Suppose there are two independent covariates, $X_1$ and $X_2$, both following a uniform distribution on $[-1,1]$. Denote $X=(1,X_1,X_2)$. The propensity score is $e\left(x\right)=expit(1-0.5X_1+0.5X_2)$, where $expit\left(x\right)=1/\{1+exp(-x\left)\right\}$. Since X is bounded, the propensity score is also bounded away from zero and one. Next, we consider two sorts of outcomes. The first is the binary case: $P(Y=1\mid X)=expit(X_1+X_2)$. The second is the continuous case: Y follows a normal distribution with mean $X_1+X_2$ and standard deviation of value one.

We set the sample size n from 100 to 1000 with step 100. Under each sample size, we generate data 1000 times and calculate the average width of error bounds. Figure 1 displays the widths of error bounds in Theorem 1 (based on McDiarmid’s inequality) and Theorem 4 (based on Zhang–Lei’s inequality) respectively. We set the parameters in the formulas of error bounds at their true values.

In practice, the parameters $\eta$, $\sigma$ and $\nu$ are unknown, so we need to estimate them. We fit a logistic regression of Z on X as the propensity score, denoted by $\widehat{e}\left(x\right)$. We can estimate $\eta$ by $\widehat{\eta }={min}_i\left\{\widehat{e}\left(X_i\right)\right\}$. An outcome regression is fitted by a logistic regression for binary outcomes and linear regression for continuous outcomes, denoted by $\widehat{m}\left(x\right)$. If $Y\in \{0,1\}$ is binary, we can transform Y to $Y-0.5$, so that $M=0.5$. If Y is continuous, the bound of Y can be estimated by $\widehat{M}={max}_i\{Y_i-{\sum }_{j=1}^n{Y}_j/n\}$. The sub-Gaussian norms $\sigma$ and $\nu$ are estimated based on the empirical $2k$-th moments of $Y_i-\widehat{m}\left(X_i\right)$ and $\widehat{m}\left(X_i\right)$, respectively, denoted by $\widehat{\sigma }$ and $\widehat{\nu }$. Then, we can obtain two error bounds according to Theorem 1 and Theorem 4, respectively.
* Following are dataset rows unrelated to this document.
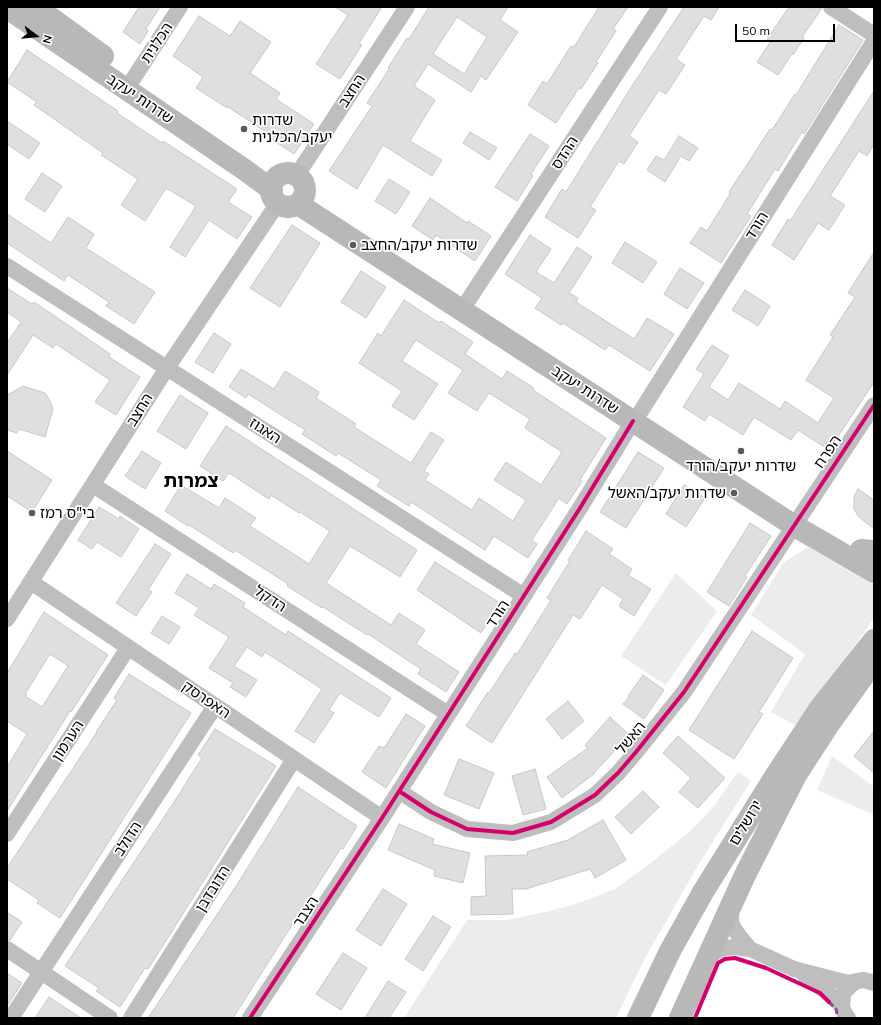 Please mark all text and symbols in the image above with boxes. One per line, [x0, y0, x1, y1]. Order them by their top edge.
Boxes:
north arrow [16, 16, 56, 56]
scale bar [737, 16, 837, 42]
street label: הכלנית [137, 19, 177, 67]
text: 50 m [742, 23, 770, 38]
text: N [40, 33, 55, 45]
street label: שדרות יעקב [103, 70, 177, 128]
street label: החצב [335, 71, 369, 111]
place label: שדרות יעקב/הכלנית [252, 111, 332, 146]
marker: שדרות יעקב/הכלנית [239, 124, 249, 134]
street label: ההדס [548, 133, 582, 173]
street label: הורד [741, 209, 773, 243]
place label: שדרות יעקב/החצב [361, 236, 478, 254]
marker: שדרות יעקב/החצב [348, 240, 358, 250]
street label: שדרות יעקב [548, 362, 622, 418]
street label: החצב [123, 390, 157, 430]
street label: האגוז [246, 414, 284, 448]
street label: הפרח [810, 432, 846, 472]
marker: שדרות יעקב/הורד [736, 446, 746, 456]
place label: שדרות יעקב/הורד [686, 457, 796, 475]
district label: צמרות [163, 470, 219, 492]
place label: שדרות יעקב/האשל [608, 484, 726, 502]
marker: שדרות יעקב/האשל [729, 488, 739, 498]
place label: בי"ס רמז [40, 504, 95, 522]
marker: בי"ס רמז [27, 508, 37, 518]
street label: הדקל [251, 582, 289, 616]
street label: הורד [482, 597, 514, 631]
street label: האפרסק [178, 677, 234, 723]
street label: הערמון [48, 717, 88, 765]
street label: האשל [612, 718, 650, 758]
street label: ירושלים [726, 797, 766, 849]
street label: הדולב [110, 818, 146, 860]
street label: הדובדבן [192, 862, 234, 916]
street label: הצבר [289, 893, 323, 931] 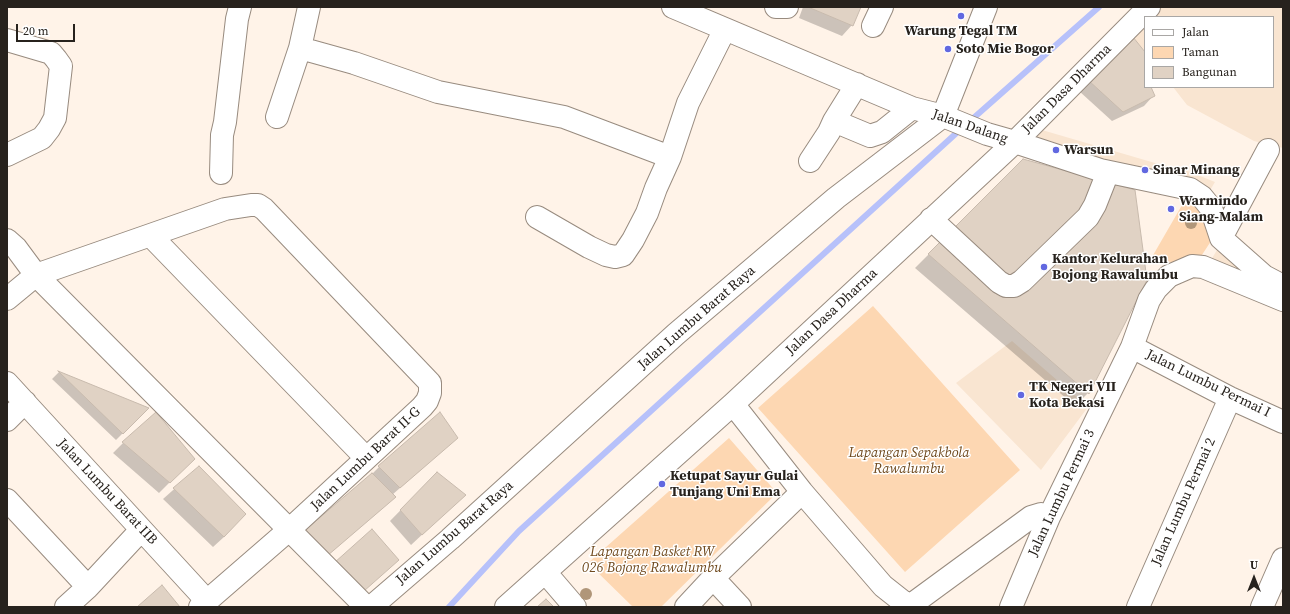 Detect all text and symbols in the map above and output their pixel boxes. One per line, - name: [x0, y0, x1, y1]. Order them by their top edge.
- marker: Warung Tegal TM: [956, 11, 966, 21]
- scale bar: [18, 16, 77, 42]
- legend: [1144, 16, 1274, 88]
- text: 20 m: [23, 23, 49, 39]
- place label: Warung Tegal TM: [905, 23, 1017, 39]
- text: Jalan: [1182, 24, 1209, 40]
- place label: Soto Mie Bogor: [956, 41, 1053, 57]
- street label: Jalan Dasa Dharma: [1019, 41, 1115, 137]
- marker: Soto Mie Bogor: [943, 44, 953, 54]
- text: Taman: [1182, 44, 1219, 60]
- text: Bangunan: [1182, 64, 1237, 80]
- street label: Jalan Dalang: [930, 106, 1010, 148]
- place label: Warsun: [1064, 142, 1114, 158]
- marker: Warsun: [1051, 145, 1061, 155]
- place label: Sinar Minang: [1153, 162, 1240, 178]
- marker: Sinar Minang: [1140, 165, 1150, 175]
- place label: Warmindo Siang-Malam: [1179, 193, 1263, 226]
- marker: Warmindo Siang-Malam: [1166, 204, 1176, 214]
- place label: Kantor Kelurahan Bojong Rawalumbu: [1052, 251, 1178, 284]
- marker: Kantor Kelurahan Bojong Rawalumbu: [1039, 262, 1049, 272]
- street label: Jalan Lumbu Barat Raya: [635, 263, 759, 373]
- street label: Jalan Dasa Dharma: [783, 265, 881, 359]
- street label: Jalan Lumbu Permai I: [1143, 347, 1273, 421]
- place label: TK Negeri VII Kota Bekasi: [1029, 379, 1116, 412]
- marker: TK Negeri VII Kota Bekasi: [1016, 390, 1026, 400]
- street label: Jalan Lumbu Barat II-G: [308, 404, 424, 514]
- street label: Jalan Lumbu Permai 3: [1025, 427, 1099, 559]
- street label: Jalan Lumbu Permai 2: [1148, 435, 1220, 569]
- street label: Jalan Lumbu Barat IIB: [54, 436, 160, 548]
- park label: Lapangan Sepakbola Rawalumbu: [849, 445, 969, 478]
- place label: Ketupat Sayur Gulai Tunjang Uni Ema: [670, 468, 798, 500]
- street label: Jalan Lumbu Barat Raya: [393, 478, 517, 588]
- marker: Ketupat Sayur Gulai Tunjang Uni Ema: [657, 479, 667, 489]
- park label: Lapangan Basket RW 026 Bojong Rawalumbu: [582, 544, 722, 576]
- north arrow: [1234, 558, 1274, 598]
- text: U: [1250, 558, 1258, 573] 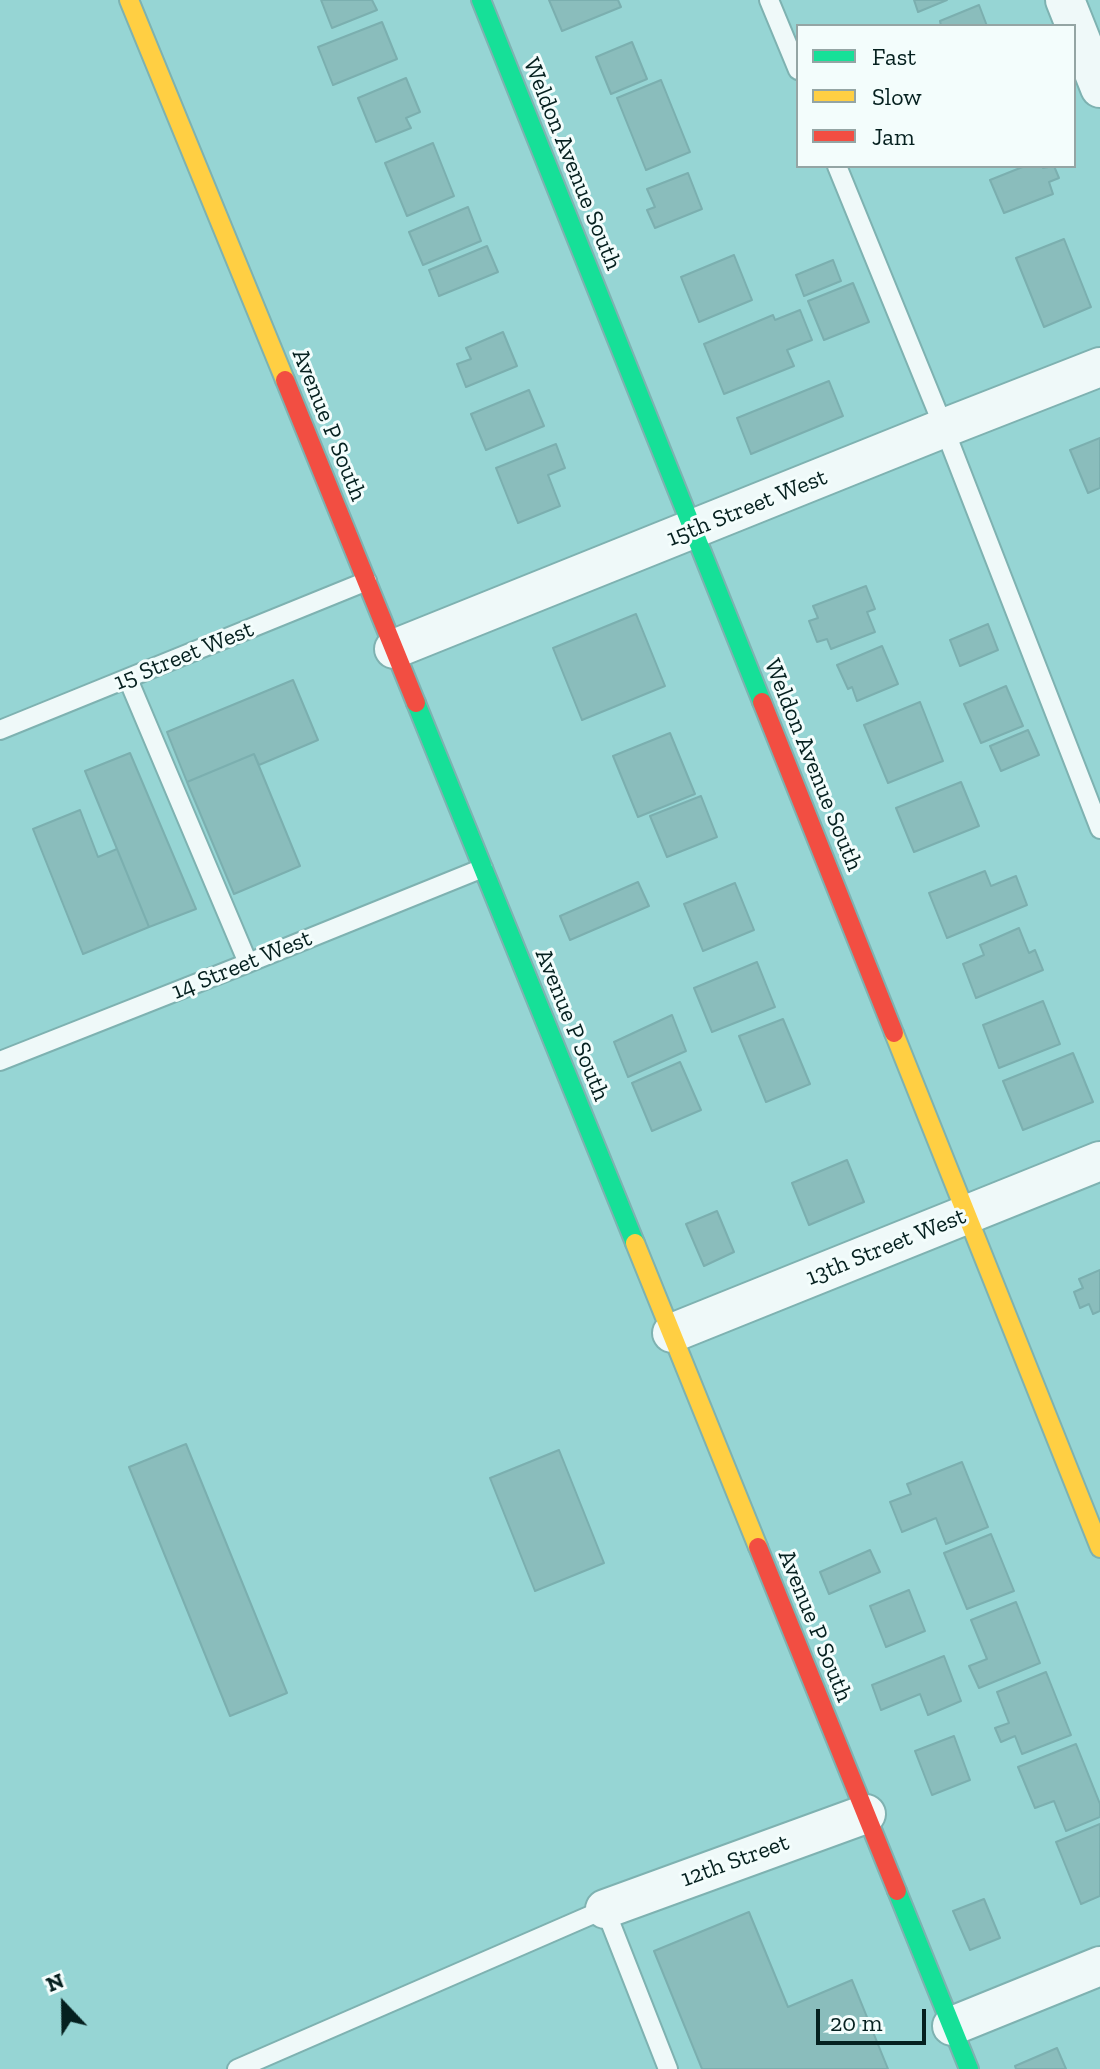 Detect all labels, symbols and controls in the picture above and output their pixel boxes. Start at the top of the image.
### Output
legend [796,24,1076,168]
text: Fast [872,42,916,71]
street label: Weldon Avenue South [516,54,628,274]
text: Slow [872,82,922,111]
text: Jam [872,122,915,151]
street label: Avenue P South [285,345,373,505]
street label: 15th Street West [663,463,831,553]
street label: 15 Street West [110,615,258,697]
street label: Weldon Avenue South [757,655,869,875]
street label: 14 Street West [168,924,316,1006]
street label: Avenue P South [528,945,616,1105]
street label: 13th Street West [802,1202,970,1292]
street label: Avenue P South [771,1546,859,1706]
street label: 12th Street [677,1828,793,1894]
north arrow [24,1965,104,2045]
text: N [42,1967,68,1998]
scale bar [820,1993,930,2043]
text: 20 m [830,2008,882,2037]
Figure 2 displays the widths of error bounds in Theorem 1 and Theorem 4. When the sample size n is small, the empirical error bounds might be slightly shorter than the oracle versions. In the binary case, the error bound based on Theorem 1 (McDiarmid’s inequality) performs better. In the continuous case, the error bound based on Theorem 4 (Zhang–Lei’s inequality) performs better. In fact, if the outcome is binary, it is naturally bounded. We do not need information about higher-order moments. If the outcome is continuous, the estimation of the bound M would be unstably affected by extreme values of outcomes, so the error bound by McDiarmid’s inequality could be unstable and too wide. On the contrary, Zhang–Lei’s inequality just requires finite moments of the outcomes without putting restrictions on the maximum value, so Zhang–Lei’s inequality is more appropriate for boundless outcomes.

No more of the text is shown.